Send back the entries below exactly as they appear.

"""

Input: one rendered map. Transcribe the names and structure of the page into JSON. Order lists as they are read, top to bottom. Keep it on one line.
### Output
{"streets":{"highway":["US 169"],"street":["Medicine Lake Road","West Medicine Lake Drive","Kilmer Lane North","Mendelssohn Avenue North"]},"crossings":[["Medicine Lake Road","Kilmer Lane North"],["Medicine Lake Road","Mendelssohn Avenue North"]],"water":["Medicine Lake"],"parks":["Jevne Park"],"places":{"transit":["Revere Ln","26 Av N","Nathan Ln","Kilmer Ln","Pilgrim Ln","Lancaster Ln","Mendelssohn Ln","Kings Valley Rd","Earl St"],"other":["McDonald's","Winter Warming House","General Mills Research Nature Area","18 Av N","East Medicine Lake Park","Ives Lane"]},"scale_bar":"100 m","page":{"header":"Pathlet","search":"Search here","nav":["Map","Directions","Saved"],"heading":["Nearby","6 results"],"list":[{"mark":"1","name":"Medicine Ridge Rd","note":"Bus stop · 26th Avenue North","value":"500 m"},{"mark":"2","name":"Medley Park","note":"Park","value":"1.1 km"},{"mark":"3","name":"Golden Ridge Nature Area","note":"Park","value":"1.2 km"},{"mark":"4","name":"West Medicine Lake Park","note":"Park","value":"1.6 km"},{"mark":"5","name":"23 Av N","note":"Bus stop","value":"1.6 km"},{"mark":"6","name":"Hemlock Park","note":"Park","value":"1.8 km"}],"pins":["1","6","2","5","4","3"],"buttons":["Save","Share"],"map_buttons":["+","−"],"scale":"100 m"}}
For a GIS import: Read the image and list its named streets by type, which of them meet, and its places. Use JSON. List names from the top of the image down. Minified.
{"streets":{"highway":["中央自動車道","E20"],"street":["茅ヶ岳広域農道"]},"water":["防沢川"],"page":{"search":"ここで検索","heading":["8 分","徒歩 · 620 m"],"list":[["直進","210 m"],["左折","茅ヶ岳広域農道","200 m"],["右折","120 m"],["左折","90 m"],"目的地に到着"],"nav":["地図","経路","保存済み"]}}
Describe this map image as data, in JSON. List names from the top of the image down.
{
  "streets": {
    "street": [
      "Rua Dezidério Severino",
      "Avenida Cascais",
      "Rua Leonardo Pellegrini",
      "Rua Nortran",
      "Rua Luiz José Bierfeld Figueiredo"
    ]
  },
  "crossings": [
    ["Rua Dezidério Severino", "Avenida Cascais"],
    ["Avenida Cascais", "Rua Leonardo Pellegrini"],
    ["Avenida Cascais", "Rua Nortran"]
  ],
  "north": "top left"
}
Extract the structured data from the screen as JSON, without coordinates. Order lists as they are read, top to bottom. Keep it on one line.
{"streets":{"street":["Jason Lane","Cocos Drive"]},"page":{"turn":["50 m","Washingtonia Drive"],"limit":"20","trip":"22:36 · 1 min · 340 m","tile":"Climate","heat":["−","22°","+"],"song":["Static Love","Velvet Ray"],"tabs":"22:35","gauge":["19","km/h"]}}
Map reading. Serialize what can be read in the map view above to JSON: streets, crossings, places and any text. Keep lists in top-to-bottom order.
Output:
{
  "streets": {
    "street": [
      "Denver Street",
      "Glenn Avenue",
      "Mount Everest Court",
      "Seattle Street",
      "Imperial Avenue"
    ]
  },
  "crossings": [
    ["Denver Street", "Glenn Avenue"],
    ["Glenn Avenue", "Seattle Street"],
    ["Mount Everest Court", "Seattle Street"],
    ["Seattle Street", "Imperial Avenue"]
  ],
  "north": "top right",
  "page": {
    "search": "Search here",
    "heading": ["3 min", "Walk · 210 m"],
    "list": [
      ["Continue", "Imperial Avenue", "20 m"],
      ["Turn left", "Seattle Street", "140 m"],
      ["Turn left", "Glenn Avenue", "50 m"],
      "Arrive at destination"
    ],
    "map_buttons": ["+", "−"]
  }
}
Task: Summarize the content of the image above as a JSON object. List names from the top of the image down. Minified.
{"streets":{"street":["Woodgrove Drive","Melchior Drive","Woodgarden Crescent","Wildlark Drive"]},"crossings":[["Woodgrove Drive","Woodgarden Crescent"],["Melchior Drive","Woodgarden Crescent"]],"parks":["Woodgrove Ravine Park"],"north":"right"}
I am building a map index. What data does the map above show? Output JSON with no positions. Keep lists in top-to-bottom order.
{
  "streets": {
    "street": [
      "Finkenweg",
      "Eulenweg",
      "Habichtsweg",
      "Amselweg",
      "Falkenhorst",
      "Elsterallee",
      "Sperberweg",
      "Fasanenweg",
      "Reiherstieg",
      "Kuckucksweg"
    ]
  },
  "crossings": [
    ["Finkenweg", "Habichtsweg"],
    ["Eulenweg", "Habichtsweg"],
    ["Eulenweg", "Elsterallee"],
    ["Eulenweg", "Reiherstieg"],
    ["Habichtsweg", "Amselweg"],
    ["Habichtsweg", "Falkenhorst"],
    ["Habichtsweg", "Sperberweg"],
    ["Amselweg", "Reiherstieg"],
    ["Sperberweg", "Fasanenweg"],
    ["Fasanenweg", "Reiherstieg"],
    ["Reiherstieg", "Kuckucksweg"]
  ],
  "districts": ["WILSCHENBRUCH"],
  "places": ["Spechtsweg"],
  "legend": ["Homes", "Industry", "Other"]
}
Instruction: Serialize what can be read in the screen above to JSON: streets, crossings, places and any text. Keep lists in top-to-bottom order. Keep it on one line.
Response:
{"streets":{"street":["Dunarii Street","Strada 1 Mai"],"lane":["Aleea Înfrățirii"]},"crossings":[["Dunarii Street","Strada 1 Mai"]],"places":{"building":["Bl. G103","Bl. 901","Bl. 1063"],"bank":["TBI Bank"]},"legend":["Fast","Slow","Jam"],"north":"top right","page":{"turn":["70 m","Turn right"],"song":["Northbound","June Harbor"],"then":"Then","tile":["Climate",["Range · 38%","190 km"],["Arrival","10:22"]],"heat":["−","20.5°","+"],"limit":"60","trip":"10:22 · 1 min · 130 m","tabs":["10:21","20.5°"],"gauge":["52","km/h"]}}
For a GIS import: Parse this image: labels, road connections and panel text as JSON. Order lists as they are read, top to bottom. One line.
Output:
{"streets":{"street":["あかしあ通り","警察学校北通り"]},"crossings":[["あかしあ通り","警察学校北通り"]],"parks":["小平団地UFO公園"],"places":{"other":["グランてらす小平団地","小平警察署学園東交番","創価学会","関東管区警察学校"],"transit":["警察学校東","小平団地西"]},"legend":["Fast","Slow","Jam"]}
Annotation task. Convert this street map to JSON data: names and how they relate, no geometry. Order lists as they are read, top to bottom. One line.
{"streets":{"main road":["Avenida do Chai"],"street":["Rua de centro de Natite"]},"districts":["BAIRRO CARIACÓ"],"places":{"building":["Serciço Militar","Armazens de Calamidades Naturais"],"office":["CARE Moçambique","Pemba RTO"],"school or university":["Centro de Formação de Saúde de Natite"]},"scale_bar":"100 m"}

"""

SOLUTION FOR THIS PROBLEM:
Input: one rendered map. Transcribe the names and structure of the page into JSON. Order lists as they are read, top to bottom. Keep it on one line.
### Output
{"streets":{"highway":["US 169"],"street":["Medicine Lake Road","West Medicine Lake Drive","Kilmer Lane North","Mendelssohn Avenue North"]},"crossings":[["Medicine Lake Road","Kilmer Lane North"],["Medicine Lake Road","Mendelssohn Avenue North"]],"water":["Medicine Lake"],"parks":["Jevne Park"],"places":{"transit":["Revere Ln","26 Av N","Nathan Ln","Kilmer Ln","Pilgrim Ln","Lancaster Ln","Mendelssohn Ln","Kings Valley Rd","Earl St"],"other":["McDonald's","Winter Warming House","General Mills Research Nature Area","18 Av N","East Medicine Lake Park","Ives Lane"]},"scale_bar":"100 m","page":{"header":"Pathlet","search":"Search here","nav":["Map","Directions","Saved"],"heading":["Nearby","6 results"],"list":[{"mark":"1","name":"Medicine Ridge Rd","note":"Bus stop · 26th Avenue North","value":"500 m"},{"mark":"2","name":"Medley Park","note":"Park","value":"1.1 km"},{"mark":"3","name":"Golden Ridge Nature Area","note":"Park","value":"1.2 km"},{"mark":"4","name":"West Medicine Lake Park","note":"Park","value":"1.6 km"},{"mark":"5","name":"23 Av N","note":"Bus stop","value":"1.6 km"},{"mark":"6","name":"Hemlock Park","note":"Park","value":"1.8 km"}],"pins":["1","6","2","5","4","3"],"buttons":["Save","Share"],"map_buttons":["+","−"],"scale":"100 m"}}
For a GIS import: Read the image and list its named streets by type, which of them meet, and its places. Use JSON. List names from the top of the image down. Minified.
{"streets":{"highway":["中央自動車道","E20"],"street":["茅ヶ岳広域農道"]},"water":["防沢川"],"page":{"search":"ここで検索","heading":["8 分","徒歩 · 620 m"],"list":[["直進","210 m"],["左折","茅ヶ岳広域農道","200 m"],["右折","120 m"],["左折","90 m"],"目的地に到着"],"nav":["地図","経路","保存済み"]}}
Describe this map image as data, in JSON. List names from the top of the image down.
{
  "streets": {
    "street": [
      "Rua Dezidério Severino",
      "Avenida Cascais",
      "Rua Leonardo Pellegrini",
      "Rua Nortran",
      "Rua Luiz José Bierfeld Figueiredo"
    ]
  },
  "crossings": [
    ["Rua Dezidério Severino", "Avenida Cascais"],
    ["Avenida Cascais", "Rua Leonardo Pellegrini"],
    ["Avenida Cascais", "Rua Nortran"]
  ],
  "north": "top left"
}
Extract the structured data from the screen as JSON, without coordinates. Order lists as they are read, top to bottom. Keep it on one line.
{"streets":{"street":["Jason Lane","Cocos Drive"]},"page":{"turn":["50 m","Washingtonia Drive"],"limit":"20","trip":"22:36 · 1 min · 340 m","tile":"Climate","heat":["−","22°","+"],"song":["Static Love","Velvet Ray"],"tabs":"22:35","gauge":["19","km/h"]}}
Map reading. Serialize what can be read in the map view above to JSON: streets, crossings, places and any text. Keep lists in top-to-bottom order.
Output:
{
  "streets": {
    "street": [
      "Denver Street",
      "Glenn Avenue",
      "Mount Everest Court",
      "Seattle Street",
      "Imperial Avenue"
    ]
  },
  "crossings": [
    ["Denver Street", "Glenn Avenue"],
    ["Glenn Avenue", "Seattle Street"],
    ["Mount Everest Court", "Seattle Street"],
    ["Seattle Street", "Imperial Avenue"]
  ],
  "north": "top right",
  "page": {
    "search": "Search here",
    "heading": ["3 min", "Walk · 210 m"],
    "list": [
      ["Continue", "Imperial Avenue", "20 m"],
      ["Turn left", "Seattle Street", "140 m"],
      ["Turn left", "Glenn Avenue", "50 m"],
      "Arrive at destination"
    ],
    "map_buttons": ["+", "−"]
  }
}
Task: Summarize the content of the image above as a JSON object. List names from the top of the image down. Minified.
{"streets":{"street":["Woodgrove Drive","Melchior Drive","Woodgarden Crescent","Wildlark Drive"]},"crossings":[["Woodgrove Drive","Woodgarden Crescent"],["Melchior Drive","Woodgarden Crescent"]],"parks":["Woodgrove Ravine Park"],"north":"right"}
I am building a map index. What data does the map above show? Output JSON with no positions. Keep lists in top-to-bottom order.
{
  "streets": {
    "street": [
      "Finkenweg",
      "Eulenweg",
      "Habichtsweg",
      "Amselweg",
      "Falkenhorst",
      "Elsterallee",
      "Sperberweg",
      "Fasanenweg",
      "Reiherstieg",
      "Kuckucksweg"
    ]
  },
  "crossings": [
    ["Finkenweg", "Habichtsweg"],
    ["Eulenweg", "Habichtsweg"],
    ["Eulenweg", "Elsterallee"],
    ["Eulenweg", "Reiherstieg"],
    ["Habichtsweg", "Amselweg"],
    ["Habichtsweg", "Falkenhorst"],
    ["Habichtsweg", "Sperberweg"],
    ["Amselweg", "Reiherstieg"],
    ["Sperberweg", "Fasanenweg"],
    ["Fasanenweg", "Reiherstieg"],
    ["Reiherstieg", "Kuckucksweg"]
  ],
  "districts": ["WILSCHENBRUCH"],
  "places": ["Spechtsweg"],
  "legend": ["Homes", "Industry", "Other"]
}
Instruction: Serialize what can be read in the screen above to JSON: streets, crossings, places and any text. Keep lists in top-to-bottom order. Keep it on one line.
Response:
{"streets":{"street":["Dunarii Street","Strada 1 Mai"],"lane":["Aleea Înfrățirii"]},"crossings":[["Dunarii Street","Strada 1 Mai"]],"places":{"building":["Bl. G103","Bl. 901","Bl. 1063"],"bank":["TBI Bank"]},"legend":["Fast","Slow","Jam"],"north":"top right","page":{"turn":["70 m","Turn right"],"song":["Northbound","June Harbor"],"then":"Then","tile":["Climate",["Range · 38%","190 km"],["Arrival","10:22"]],"heat":["−","20.5°","+"],"limit":"60","trip":"10:22 · 1 min · 130 m","tabs":["10:21","20.5°"],"gauge":["52","km/h"]}}
For a GIS import: Parse this image: labels, road connections and panel text as JSON. Order lists as they are read, top to bottom. One line.
Output:
{"streets":{"street":["あかしあ通り","警察学校北通り"]},"crossings":[["あかしあ通り","警察学校北通り"]],"parks":["小平団地UFO公園"],"places":{"other":["グランてらす小平団地","小平警察署学園東交番","創価学会","関東管区警察学校"],"transit":["警察学校東","小平団地西"]},"legend":["Fast","Slow","Jam"]}
Annotation task. Convert this street map to JSON data: names and how they relate, no geometry. Order lists as they are read, top to bottom. One line.
{"streets":{"main road":["Avenida do Chai"],"street":["Rua de centro de Natite"]},"districts":["BAIRRO CARIACÓ"],"places":{"building":["Serciço Militar","Armazens de Calamidades Naturais"],"office":["CARE Moçambique","Pemba RTO"],"school or university":["Centro de Formação de Saúde de Natite"]},"scale_bar":"100 m"}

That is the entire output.